After successfully applying Route function of Spring Cloud Gateway, I tried to add Circuit Breaker for handling connection timeout to downstream services. However it behaves somewhat different from what I expect.
Version info: (have to use Java8)
<parent>
<groupId>org.springframework.boot</groupId>
<artifactId>spring-boot-starter-parent</artifactId>
<version>2.7.3</version>
</parent>
<properties>
<java.version>1.8</java.version>
<spring-cloud.version>2021.0.5</spring-cloud.version>
</properties>
application.yml to reproduce the situation:
spring:
cloud:
gateway:
routes:
- id: test
order: 0
uri: http://{ANY_SITE_CAUSING_CONNECTION_TIMEOUT}:8080/
predicates:
- Path=/**
filters:
- name: CircuitBreaker
args:
name: cbTest
fallbackUri: forward:/fallback
management:
(to check circuit breaker status via actuator, omitted)
resilience4j:
circuitbreaker:
configs:
default:
registerHealthIndicator: true
minimumNumberOfCalls: 10
instances:
cbTest:
baseConfig: default
With a fallback method to see the exception:
@RestController
@RequestMapping("/fallback")
public class FallbackController {
@GetMapping
public Mono<Void> fallback(ServerWebExchange exchange) {
Throwable t = exchange.getAttribute(ServerWebExchangeUtils.CIRCUITBREAKER_EXECUTION_EXCEPTION_ATTR);
Objects.requireNonNull(t).printStackTrace();
return null;
}
}
This results unexpected java.util.concurrent.TimeoutException as follows, and the call finishes in 1 second instead of trying connection.

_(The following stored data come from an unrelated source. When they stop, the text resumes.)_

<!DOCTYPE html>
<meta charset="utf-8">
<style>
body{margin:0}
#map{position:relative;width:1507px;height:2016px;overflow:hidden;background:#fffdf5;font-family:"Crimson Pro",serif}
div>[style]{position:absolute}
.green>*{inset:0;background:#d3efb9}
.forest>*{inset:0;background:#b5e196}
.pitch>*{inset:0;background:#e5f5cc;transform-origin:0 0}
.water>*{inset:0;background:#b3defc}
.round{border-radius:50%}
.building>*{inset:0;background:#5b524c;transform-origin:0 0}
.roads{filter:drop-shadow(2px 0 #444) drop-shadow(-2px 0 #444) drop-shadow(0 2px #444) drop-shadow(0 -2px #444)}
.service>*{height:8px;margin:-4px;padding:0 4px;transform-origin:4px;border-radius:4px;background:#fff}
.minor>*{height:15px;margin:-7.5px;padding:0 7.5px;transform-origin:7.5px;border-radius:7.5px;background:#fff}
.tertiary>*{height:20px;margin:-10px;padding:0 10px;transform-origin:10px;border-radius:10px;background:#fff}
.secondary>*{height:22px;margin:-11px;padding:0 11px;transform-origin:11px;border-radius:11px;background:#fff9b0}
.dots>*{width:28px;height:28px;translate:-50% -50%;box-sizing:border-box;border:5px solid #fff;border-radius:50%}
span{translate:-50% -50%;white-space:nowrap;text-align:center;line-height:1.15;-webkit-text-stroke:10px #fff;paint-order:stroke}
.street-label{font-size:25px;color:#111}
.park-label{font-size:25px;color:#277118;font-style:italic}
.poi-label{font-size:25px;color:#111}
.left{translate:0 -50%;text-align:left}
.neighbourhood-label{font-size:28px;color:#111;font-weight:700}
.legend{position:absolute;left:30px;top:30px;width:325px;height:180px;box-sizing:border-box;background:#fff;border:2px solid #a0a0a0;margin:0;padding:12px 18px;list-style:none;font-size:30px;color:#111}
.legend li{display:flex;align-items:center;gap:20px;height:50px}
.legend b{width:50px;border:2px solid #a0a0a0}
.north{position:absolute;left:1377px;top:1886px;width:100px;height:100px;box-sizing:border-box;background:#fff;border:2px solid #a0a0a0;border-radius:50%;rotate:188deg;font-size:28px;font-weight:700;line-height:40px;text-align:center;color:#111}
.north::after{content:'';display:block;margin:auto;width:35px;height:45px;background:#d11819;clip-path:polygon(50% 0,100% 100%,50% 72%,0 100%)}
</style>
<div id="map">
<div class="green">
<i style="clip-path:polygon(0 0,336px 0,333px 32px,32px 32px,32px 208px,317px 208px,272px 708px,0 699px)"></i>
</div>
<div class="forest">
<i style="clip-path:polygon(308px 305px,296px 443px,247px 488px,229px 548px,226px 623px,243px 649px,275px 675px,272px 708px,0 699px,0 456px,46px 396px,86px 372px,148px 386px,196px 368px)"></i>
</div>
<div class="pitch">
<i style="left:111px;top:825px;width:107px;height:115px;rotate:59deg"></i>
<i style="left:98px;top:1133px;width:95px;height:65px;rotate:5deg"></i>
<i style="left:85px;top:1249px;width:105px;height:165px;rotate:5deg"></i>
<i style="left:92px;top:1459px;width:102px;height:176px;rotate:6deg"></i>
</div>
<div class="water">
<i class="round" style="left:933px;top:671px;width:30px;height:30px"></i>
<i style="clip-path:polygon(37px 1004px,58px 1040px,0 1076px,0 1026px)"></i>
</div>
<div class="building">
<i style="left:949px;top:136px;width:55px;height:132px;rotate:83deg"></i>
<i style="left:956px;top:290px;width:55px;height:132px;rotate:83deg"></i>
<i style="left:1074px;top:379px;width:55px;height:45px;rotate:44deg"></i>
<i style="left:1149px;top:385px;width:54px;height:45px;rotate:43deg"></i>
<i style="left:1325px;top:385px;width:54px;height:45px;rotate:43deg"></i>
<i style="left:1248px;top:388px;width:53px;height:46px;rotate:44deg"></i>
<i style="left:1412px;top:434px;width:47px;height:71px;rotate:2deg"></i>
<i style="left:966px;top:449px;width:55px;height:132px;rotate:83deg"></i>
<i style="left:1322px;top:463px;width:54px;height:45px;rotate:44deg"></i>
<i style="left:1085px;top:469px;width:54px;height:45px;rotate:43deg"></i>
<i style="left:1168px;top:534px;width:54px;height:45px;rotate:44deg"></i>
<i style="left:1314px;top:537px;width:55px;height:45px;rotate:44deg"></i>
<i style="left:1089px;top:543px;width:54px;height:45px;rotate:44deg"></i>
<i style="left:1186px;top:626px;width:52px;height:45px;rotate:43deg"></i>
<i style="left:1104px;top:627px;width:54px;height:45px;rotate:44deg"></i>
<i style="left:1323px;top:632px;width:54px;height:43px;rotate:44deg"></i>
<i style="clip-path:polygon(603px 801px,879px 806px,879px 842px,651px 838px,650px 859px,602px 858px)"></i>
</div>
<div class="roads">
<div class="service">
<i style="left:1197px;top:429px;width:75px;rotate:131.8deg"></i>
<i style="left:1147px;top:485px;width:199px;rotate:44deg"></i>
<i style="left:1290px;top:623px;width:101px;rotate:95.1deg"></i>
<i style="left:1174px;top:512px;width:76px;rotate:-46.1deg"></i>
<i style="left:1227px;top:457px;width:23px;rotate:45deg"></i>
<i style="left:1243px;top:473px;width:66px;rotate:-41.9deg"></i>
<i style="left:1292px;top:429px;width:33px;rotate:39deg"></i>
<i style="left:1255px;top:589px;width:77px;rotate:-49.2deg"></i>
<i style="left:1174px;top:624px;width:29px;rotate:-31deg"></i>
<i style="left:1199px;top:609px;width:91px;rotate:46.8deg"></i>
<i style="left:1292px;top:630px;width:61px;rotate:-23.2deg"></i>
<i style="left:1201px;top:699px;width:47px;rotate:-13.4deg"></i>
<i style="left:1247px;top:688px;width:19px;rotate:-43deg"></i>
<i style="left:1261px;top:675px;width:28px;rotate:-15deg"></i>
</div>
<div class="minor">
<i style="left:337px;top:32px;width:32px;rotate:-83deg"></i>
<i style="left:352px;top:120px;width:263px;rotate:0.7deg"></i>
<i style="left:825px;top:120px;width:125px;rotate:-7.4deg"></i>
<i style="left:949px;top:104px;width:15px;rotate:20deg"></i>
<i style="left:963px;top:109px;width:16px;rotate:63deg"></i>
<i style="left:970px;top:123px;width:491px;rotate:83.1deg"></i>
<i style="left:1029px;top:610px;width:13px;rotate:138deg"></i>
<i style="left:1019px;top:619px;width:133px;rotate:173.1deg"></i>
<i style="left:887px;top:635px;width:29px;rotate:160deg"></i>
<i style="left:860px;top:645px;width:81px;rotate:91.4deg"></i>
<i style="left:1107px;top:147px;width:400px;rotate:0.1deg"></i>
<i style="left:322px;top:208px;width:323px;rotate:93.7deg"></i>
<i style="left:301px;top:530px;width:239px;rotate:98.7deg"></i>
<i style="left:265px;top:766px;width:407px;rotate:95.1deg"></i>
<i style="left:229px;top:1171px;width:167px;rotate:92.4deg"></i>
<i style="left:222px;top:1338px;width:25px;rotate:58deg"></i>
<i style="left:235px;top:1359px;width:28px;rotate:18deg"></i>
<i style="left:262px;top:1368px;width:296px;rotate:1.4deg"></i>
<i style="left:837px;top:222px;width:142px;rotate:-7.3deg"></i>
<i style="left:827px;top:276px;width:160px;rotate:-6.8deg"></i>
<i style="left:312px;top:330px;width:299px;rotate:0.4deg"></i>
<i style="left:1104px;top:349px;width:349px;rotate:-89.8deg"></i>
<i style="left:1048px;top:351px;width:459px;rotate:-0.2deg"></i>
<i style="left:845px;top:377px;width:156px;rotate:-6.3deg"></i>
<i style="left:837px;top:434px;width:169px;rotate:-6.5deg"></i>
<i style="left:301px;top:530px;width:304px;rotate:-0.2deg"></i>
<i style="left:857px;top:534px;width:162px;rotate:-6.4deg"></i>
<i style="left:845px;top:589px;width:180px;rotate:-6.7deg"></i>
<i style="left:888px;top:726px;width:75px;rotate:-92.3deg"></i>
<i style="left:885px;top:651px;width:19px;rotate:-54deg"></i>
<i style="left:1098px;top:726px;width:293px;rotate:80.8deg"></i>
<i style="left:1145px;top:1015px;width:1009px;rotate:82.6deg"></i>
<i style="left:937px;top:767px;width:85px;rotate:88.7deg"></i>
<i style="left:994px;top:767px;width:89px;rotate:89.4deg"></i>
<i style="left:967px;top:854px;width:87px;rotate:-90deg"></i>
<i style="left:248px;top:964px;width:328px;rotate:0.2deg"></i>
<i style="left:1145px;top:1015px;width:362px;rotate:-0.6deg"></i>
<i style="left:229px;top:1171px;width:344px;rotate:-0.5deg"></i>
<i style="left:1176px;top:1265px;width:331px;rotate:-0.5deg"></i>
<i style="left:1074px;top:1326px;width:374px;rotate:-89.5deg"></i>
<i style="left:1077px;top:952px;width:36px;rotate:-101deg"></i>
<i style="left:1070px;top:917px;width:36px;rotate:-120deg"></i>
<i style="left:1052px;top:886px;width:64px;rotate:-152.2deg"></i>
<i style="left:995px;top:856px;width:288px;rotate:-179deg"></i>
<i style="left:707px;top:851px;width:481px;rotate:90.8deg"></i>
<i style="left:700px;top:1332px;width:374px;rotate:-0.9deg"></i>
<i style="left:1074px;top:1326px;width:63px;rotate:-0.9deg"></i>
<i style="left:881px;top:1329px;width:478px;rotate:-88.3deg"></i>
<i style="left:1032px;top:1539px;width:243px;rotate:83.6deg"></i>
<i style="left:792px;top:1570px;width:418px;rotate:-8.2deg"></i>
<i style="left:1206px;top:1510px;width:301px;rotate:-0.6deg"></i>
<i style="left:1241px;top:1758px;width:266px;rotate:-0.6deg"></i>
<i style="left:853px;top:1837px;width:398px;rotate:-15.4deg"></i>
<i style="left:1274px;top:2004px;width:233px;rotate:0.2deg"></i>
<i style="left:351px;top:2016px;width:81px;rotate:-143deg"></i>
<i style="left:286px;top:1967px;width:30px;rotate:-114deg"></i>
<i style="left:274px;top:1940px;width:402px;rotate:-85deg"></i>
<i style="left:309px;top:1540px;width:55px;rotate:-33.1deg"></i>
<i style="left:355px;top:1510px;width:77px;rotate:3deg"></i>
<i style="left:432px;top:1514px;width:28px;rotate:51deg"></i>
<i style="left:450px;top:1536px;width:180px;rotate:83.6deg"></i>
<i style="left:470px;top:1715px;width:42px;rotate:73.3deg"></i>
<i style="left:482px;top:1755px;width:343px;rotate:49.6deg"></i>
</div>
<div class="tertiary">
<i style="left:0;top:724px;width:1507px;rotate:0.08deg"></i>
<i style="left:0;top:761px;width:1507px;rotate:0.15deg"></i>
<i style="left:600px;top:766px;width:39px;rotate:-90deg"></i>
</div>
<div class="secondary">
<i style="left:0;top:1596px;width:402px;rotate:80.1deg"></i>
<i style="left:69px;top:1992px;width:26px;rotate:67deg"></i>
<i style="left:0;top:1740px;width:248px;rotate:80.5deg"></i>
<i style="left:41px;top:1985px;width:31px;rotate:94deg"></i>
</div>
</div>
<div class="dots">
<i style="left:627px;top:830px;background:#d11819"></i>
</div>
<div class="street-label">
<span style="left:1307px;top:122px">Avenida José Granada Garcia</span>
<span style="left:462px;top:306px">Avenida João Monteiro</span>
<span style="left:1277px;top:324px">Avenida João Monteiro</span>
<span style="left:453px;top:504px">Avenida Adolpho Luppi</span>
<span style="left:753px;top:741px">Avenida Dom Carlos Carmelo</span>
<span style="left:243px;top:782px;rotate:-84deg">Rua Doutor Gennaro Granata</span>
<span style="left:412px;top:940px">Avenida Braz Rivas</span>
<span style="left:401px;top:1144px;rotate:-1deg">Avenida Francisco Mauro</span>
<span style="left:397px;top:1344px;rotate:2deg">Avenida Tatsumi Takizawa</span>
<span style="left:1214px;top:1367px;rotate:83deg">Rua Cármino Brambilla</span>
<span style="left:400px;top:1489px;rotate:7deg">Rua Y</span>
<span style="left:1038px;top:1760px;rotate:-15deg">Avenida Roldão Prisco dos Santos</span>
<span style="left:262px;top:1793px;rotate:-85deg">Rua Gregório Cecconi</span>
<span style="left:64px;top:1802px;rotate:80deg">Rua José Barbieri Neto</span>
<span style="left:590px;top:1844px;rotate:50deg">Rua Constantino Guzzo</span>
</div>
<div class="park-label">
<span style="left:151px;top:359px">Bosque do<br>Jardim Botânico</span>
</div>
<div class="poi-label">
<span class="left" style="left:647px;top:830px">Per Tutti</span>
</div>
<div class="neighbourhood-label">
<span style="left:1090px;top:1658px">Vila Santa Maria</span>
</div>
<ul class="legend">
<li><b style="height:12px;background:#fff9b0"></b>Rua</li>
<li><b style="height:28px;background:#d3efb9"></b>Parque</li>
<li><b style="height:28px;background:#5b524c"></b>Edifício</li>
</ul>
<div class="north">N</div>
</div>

java.util.concurrent.TimeoutException: Did not observe any item or terminal signal within 1000ms in 'circuitBreaker' (and no fallback has been configured)
at reactor.core.publisher.FluxTimeout$TimeoutMainSubscriber.handleTimeout(FluxTimeout.java:295)
at reactor.core.publisher.FluxTimeout$TimeoutMainSubscriber.doTimeout(FluxTimeout.java:280)
at reactor.core.publisher.FluxTimeout$TimeoutTimeoutSubscriber.onNext(FluxTimeout.java:419)
at reactor.core.publisher.FluxOnErrorResume$ResumeSubscriber.onNext(FluxOnErrorResume.java:79)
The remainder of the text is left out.